SECURITIES PURCHASE AGREEMENT, dated April 10, 2004 among All Capital
LLC, a Nevada limited liability company ("All Capital"), Vernon, LLC, a
Nevada limited liability company ("Vernon") and Raceway Ventures, LLC, a
Florida limited liability company (the "Purchaser").

WITNESSETH

Whereas, Mid-State Raceway, Inc., a New York corporation ("Raceway") has
authorized capital stock consisting of 10,000,000 shares, $.10 par value (the
"Common Stock") of which 892,766 shares are issued and outstanding as of the
date hereof; and

Whereas, Vernon is the registered owner of 19,549 shares of Common
Stock ("Capital Shares");

Whereas, Vernon has transferred the Capital Shares to All Capital but is
nevertheless willing to execute and deliver this Agreement as one of the
selling entities;

Whereas, All Capital owns warrants to purchase 1,250,000 shares of
Common Stock currently exercisable at the rate of $2.00 per share ("Capital
Warrants"); and

Whereas, Victoria Scott ("Victoria") owns 450,000 shares of Common Stock
("Victoria Shares") (the Capital Shares and Victoria Shares are hereinafter
collectively referred to as the "Seller Shares" and the Seller Shares and the
Capital Warrants are hereinafter collectively referred to as the
Securities"); and

Whereas, Vernon and All Capital (hereinafter collectively referred to as
the "Seller") will cause Victoria to transfer all of the Victoria Shares to
Purchaser at the Closing contemplated by this Agreement;

Whereas, Shawn Scott ("Shawn") has executed and delivered to Vestin
Mortgage, Inc. ("Vestin") a guaranty ("Scott Guaranty") of the payment by
Raceway to Vestin of the principal and interest evidenced by a Consolidated
Secured Promissory Note in the original principal amount of $23,000,000; and

Whereas, Seller has executed and delivered to V.I.P. Structures, Inc.
("VIP") a guaranty ("Capital Guaranty") of the payment by Raceway of up to
$500,000 pursuant to a certain Financing Agreement; and

Whereas, Seller and Victoria desire to sell the Securities to the
Purchaser and the Purchaser desires to purchase the Securities from the
Seller and Victoria upon and subject to the terms, covenants and conditions
hereinafter set forth.

NOW THEREFORE, in consideration of the premises and the covenants, terms
and conditions hereinafter set forth, the parties hereto do hereby agree as
follows:

1. Subject to the terms and conditions of this agreement (the
"Agreement"), at the Closing (as defined) the Seller and Victoria shall sell
to the Purchaser and the Purchaser shall purchase from the Seller the
Securities.

<PAGE>

2. In consideration for the conveyance of the Securities to the
Purchaser, the Purchaser shall pay to the Seller and to Victoria the
aggregate amount of $9,000,000 (the "Purchase Price").
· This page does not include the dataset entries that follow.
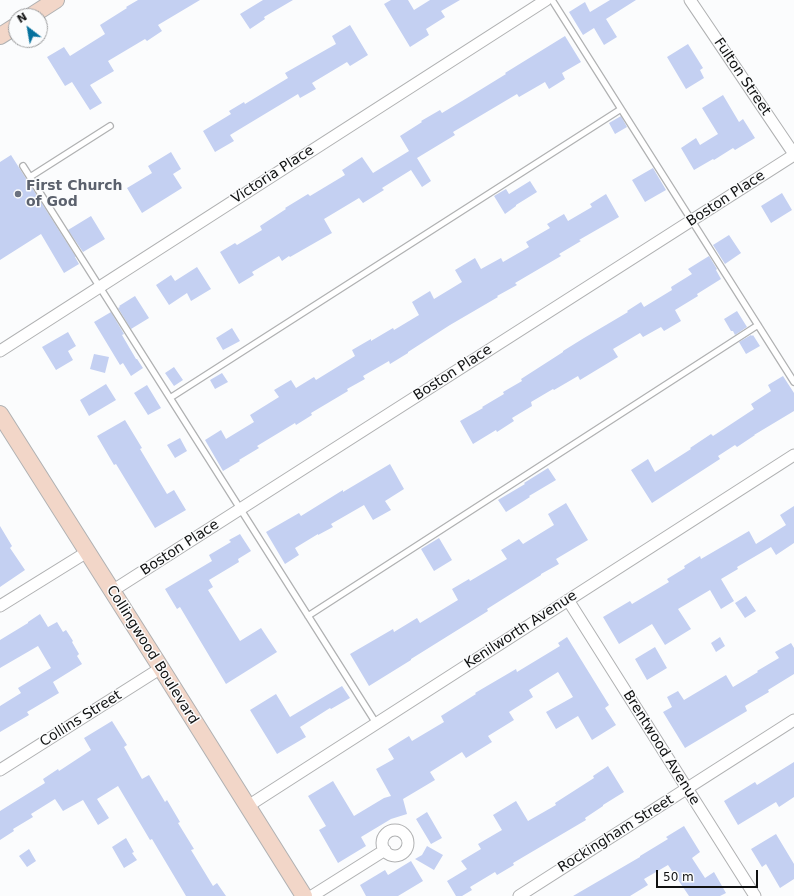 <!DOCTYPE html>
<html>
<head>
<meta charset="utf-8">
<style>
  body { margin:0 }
  #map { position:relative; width:794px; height:896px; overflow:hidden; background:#fbfcfd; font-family:"DejaVu Sans",sans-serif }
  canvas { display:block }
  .north { position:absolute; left:8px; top:8px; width:40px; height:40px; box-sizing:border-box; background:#fbfcfd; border:1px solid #9d9e9f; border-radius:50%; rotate:329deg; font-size:11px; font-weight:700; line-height:16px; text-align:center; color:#101111 }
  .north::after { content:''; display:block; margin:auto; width:14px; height:18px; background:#06719d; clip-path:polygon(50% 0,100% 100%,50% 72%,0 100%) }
  .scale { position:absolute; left:656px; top:870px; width:102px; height:18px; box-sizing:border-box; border:2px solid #101111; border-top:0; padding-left:5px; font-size:12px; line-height:14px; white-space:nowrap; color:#101111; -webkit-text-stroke:3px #fbfcfd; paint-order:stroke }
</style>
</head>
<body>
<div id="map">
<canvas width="794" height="896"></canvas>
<div class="north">N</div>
<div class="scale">50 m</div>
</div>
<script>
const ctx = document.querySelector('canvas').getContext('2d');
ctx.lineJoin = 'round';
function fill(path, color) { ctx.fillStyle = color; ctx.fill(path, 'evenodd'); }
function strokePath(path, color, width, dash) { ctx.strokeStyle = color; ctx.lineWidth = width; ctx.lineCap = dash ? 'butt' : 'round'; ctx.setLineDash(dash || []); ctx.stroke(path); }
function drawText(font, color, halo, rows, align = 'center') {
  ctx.font = font + ' "DejaVu Sans",sans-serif'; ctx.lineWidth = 3; ctx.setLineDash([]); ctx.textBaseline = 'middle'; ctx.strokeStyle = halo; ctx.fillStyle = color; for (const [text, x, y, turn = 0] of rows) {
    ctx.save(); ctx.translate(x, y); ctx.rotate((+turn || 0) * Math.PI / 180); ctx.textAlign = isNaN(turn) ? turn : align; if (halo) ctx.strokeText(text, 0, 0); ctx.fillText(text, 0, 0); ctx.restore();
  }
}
fill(new Path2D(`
  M138 0H200L158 25 162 31 147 41 145 39 108 61 114 71 90 85 102 103 90 110 72 82 65 86 47 57 64 47 70 56 105 34 100 25 127 8 126 7Z
  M263 0H293L264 17 265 19 250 29 240 14Z
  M391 0H408L414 10 430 0H460L441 11 445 17 426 29 429 35 410 47 384 4Z
  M610 0H636L606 19 617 37 604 45 594 28 583 35 569 12 585 2 590 12Z
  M350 25 368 55 350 66 347 62 312 83 316 89 300 98 298 94 230 135 234 141 215 152 203 131 231 114 229 111 244 102 245 104 288 78 285 73 336 44 332 36Z
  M565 36 581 62 562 73 565 79 549 89 545 82 519 97 517 94 453 132 455 135 417 158 431 181 422 187 411 170 382 188 384 190 363 203 359 198 324 219 332 233 290 257 289 256 282 261 279 256 252 272 254 275 239 284 220 252 235 243 237 245 262 230 260 226 286 209 285 208 308 194 310 196 345 175 342 170 362 157 373 173 409 151 400 136 422 122 421 121 440 110 442 113 467 98 506 74 505 73Z
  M688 44 703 68 700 70 704 78 686 89 667 57Z
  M723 95 739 122 743 119 755 138 735 150 733 148 714 160 713 159 694 170 681 148 696 138 700 145 718 134 702 108Z
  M621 116 627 127 615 134 609 123Z
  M171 152 181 169 173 174 182 188 142 213 127 188 152 173 148 166Z
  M11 155 76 257H75L79 264 64 273 41 234 0 260V162Z
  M653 168 666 190 645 202 632 180Z
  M530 181 537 192 516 205V206L505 214 494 196 506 189 509 194Z
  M782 193 792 210 771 223 761 206Z
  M606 194 619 217 579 240 581 241 559 254 561 256 515 283 517 285 497 296 498 297 450 325 408 352V353L390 364 389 361 363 376 365 379 347 389 348 391 311 413 312 415 296 425 295 423 257 446 259 448 239 460 240 461 223 471 205 440 221 430 226 439 254 422 250 415 279 397 274 390 291 380 296 388 314 377 316 380 355 356 352 350 371 339V341L393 328 394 330 419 315 412 302 430 291 434 299 462 282 455 270 475 258 481 269 501 258 503 262 529 247 526 242 550 228 547 224 564 214 568 221 592 207 590 204Z
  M91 216 105 239 83 252 68 230Z
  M729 235 741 253 725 264 713 245Z
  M709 256 717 269 716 270 721 279 697 294 698 296 675 310 681 321 664 331 661 327 643 337 640 333 613 349 618 357 580 380 578 376 554 390 553 389 531 402 532 406 512 418 514 421 497 432 496 430 473 444 460 421 483 408 482 407 504 394 503 392 522 381 521 379 563 352V351L584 338 628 312 627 311 641 302 644 307 672 290 671 287 692 274 688 269Z
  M197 267 211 289 191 301 187 293 169 305 156 285 171 275 175 281Z
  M135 296 149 318 131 329 118 308 120 307 119 306Z
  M737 311 747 327 735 335 733 331H731L724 319Z
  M111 312 124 334 122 335 136 359H137L143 368 131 376 123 363 120 365 94 322Z
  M232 328 240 341 223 350 216 338Z
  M68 332 76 346 68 351 73 360 56 370 42 347Z
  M751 335 752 336 753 335 760 346 746 354 739 342Z
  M94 354 109 357 105 373 90 369Z
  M174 367 183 380 174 386 165 373Z
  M222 373 228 382 215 389 210 380Z
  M783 376 794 393V411L754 435H755L737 447 735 445 718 456 720 459 652 503 631 470 648 459 655 472 691 449 690 448 711 434 713 436 754 409 751 404 771 391 768 385Z
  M106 384 116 400 89 416 80 400Z
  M147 385 161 408 148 415 134 393Z
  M125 420 142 448 140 449 167 494 174 490 186 510 155 528 116 464 114 465 97 436Z
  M180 438 187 451 175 458 167 445Z
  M390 464 404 489 385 501 391 510 373 520 364 505 331 524 333 527 318 535V534L295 548 299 555 285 564 266 532 299 513 301 516 343 490V492Z
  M548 468 556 480 529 496 530 497 506 512 498 500 525 484 524 483Z
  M566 503 588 540 556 559 559 564 541 574V575L487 609 488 611 411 659V660L369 686 350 654 393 629 394 632 417 618 420 623 458 600 452 589 469 579 470 581 507 559 501 550 519 539 523 544 554 525 548 514Z
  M794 506V543L776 555 771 547 737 567 738 569 721 579 734 601 721 609 710 590 678 609 691 629 665 645 652 624 619 644 603 617 630 601 632 604 669 582 667 579 685 568 684 566 700 556 701 559 749 531 756 544 786 525 780 515Z
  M0 526 12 546 10 548 25 570 0 587Z
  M240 534 251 551 238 559 239 562 209 580 213 587 208 590 240 641 261 628 277 652 226 684 180 607 177 609 165 589 212 561 209 555 231 542 229 540Z
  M439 538 452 560 434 571 421 549Z
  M746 596 756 611 745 618 735 603Z
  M40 614 48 627 57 622 63 632 66 630 73 641 72 642 79 654 77 656 82 664 53 682 59 693 27 712 29 715 0 732V706L21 693 18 688 51 668 38 646 0 668V640L28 623V622Z
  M567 637 609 705 605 708 616 725 592 740 578 716 556 729 546 712 573 697 558 672 529 690 533 697 509 712 514 720 488 736 492 742 466 758 462 752 430 772 435 780 403 799 407 814 391 819 361 837 366 846 338 863 319 830 326 826 308 796 333 781 354 816 384 798 391 796 376 769 394 759 388 749 409 736 412 741 444 722 441 716 476 694 475 693 516 669 517 672 560 646 558 643Z
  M720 637 725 646 716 652 711 643Z
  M791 643 794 648V674L768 690 769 692 745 706 747 711 685 748 663 712 672 707 667 697 678 691 684 700 726 675 733 687 758 672 757 671 779 658 775 652Z
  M655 647 667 668 647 680 635 659Z
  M342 686 350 698 331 709 330 708 300 727 306 737 277 754 250 710 276 694 290 717Z
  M112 721 127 745 124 747 142 779 149 775 165 802 167 800 180 822 178 823 194 849 191 850 213 886 217 883 226 896H186L152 839 150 840 118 786 97 799 109 818 98 825 83 800 63 811 55 799 31 814 33 817 13 829 14 831 0 840V811L45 783 43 779 58 769 59 771 91 750 84 738Z
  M794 762V797L779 807 776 802 738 825 724 801 755 782 757 785Z
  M608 766 624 792 603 805V806L585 818 586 820 513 863 514 865 497 875 495 872 470 887 472 890 462 896H456L447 881 467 869 461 861 481 849 478 844 502 830 493 815 516 801 528 821 556 805 555 803 594 778 593 776Z
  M427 812 442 838 431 844 416 819Z
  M684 826 700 852 692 858 705 878 714 872 726 893 720 896H689L668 865 644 879 648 885 630 896H573L640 857V856L668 839 666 837Z
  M776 834 794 864V879L780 888 766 864 762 867 751 849Z
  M126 838 134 852 132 853 137 860 124 868 112 847Z
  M427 846 443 855 434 870 415 859 422 855Z
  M29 849 36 861 27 867 19 856Z
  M411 861 423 881 398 896H366L360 885 385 870 388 875Z`), '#c4d0f2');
const service = new Path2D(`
  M552 0 794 382
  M23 166 376 723
  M30 177 110 126
  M170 398 621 109
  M308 616 758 325`);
const minor = new Path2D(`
  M690 0 794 154
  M0 351 546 0
  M112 591 794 155
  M568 600 755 896
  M0 606 87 552
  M0 770 161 668
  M248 806 794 455
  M382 843a13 13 0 1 1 26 0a13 13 0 1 1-26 0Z
  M312 896 385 850
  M519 896 794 720`);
const secondary = new Path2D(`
  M31 16 56 0
  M0 36 16 26
  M0 414 161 668 304 896`);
strokePath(service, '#b0b1b2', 8);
strokePath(minor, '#b0b1b2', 13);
strokePath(secondary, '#b0b1b2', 18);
strokePath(service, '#fff', 5.5);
strokePath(minor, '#fff', 11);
strokePath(secondary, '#f2d6c8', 16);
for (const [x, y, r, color] of [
  [18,194,4,"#6b7280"]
]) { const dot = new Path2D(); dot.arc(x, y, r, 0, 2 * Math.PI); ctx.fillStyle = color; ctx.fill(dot); strokePath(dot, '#fbfcfd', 1.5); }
drawText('14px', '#101111', '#fbfcfd', [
  ["Fulton Street",742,77,56],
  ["Victoria Place",273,175,-33],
  ["Boston Place",726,199,-33],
  ["Boston Place",453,373,-33],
  ["Boston Place",180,548,-33],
  ["Kenilworth Avenue",521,630,-33],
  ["Collingwood Boulevard",152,655,58],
  ["Collins Street",81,719,-32],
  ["Brentwood Avenue",661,748,58],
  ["Rockingham Street",616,834,-32]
]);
drawText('bold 14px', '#5b616d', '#fbfcfd', [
  ["First Church",26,186],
  ["of God",26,202]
], 'left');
</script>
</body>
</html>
The Purchase Price
shall be allocated between the Seller Shares and the Warrants in accordance
with the provisions of Exhibit A annexed hereto and made a part hereof. The
Purchase Price shall be payable to the Seller as follows:

(a) At the Closing (as defined) the Purchaser shall pay to the
Seller, the sum of $2,000,000 (the "Down Payment"), which Down Payment shall
be non-refundable. The Down Payment shall be paid by immediately collectible
funds by wire transfer to the account designated by and for benefit of the
Seller.

(b) In addition, at the Closing the Purchaser shall pay to the
Seller the aggregate amount of $7,000,000 (the "Remainder") by the execution
and delivery to the Seller of two full recourse secured promissory notes, (i)
one in the amount of Three Million Dollars ($3,000,000) and (ii) one in the
amount of Four Million Dollars ($4,000,000), in the form of Exhibit B annexed
hereto and made a part hereof (the "Notes"). The Notes shall be secured by a
Stock Pledge and Security Agreement in the form of Exhibit C annexed hereto
and made a part hereof (the "Security Agreement"). The obligations of
Purchaser under the Note and Security Agreement shall be guaranteed by Steven
F. Cohen, Patrick Danan and Frank A. Leo by an Unconditional Guarantee in the
form of Exhibit D attached hereto and made a part hereof (the "Guarantee").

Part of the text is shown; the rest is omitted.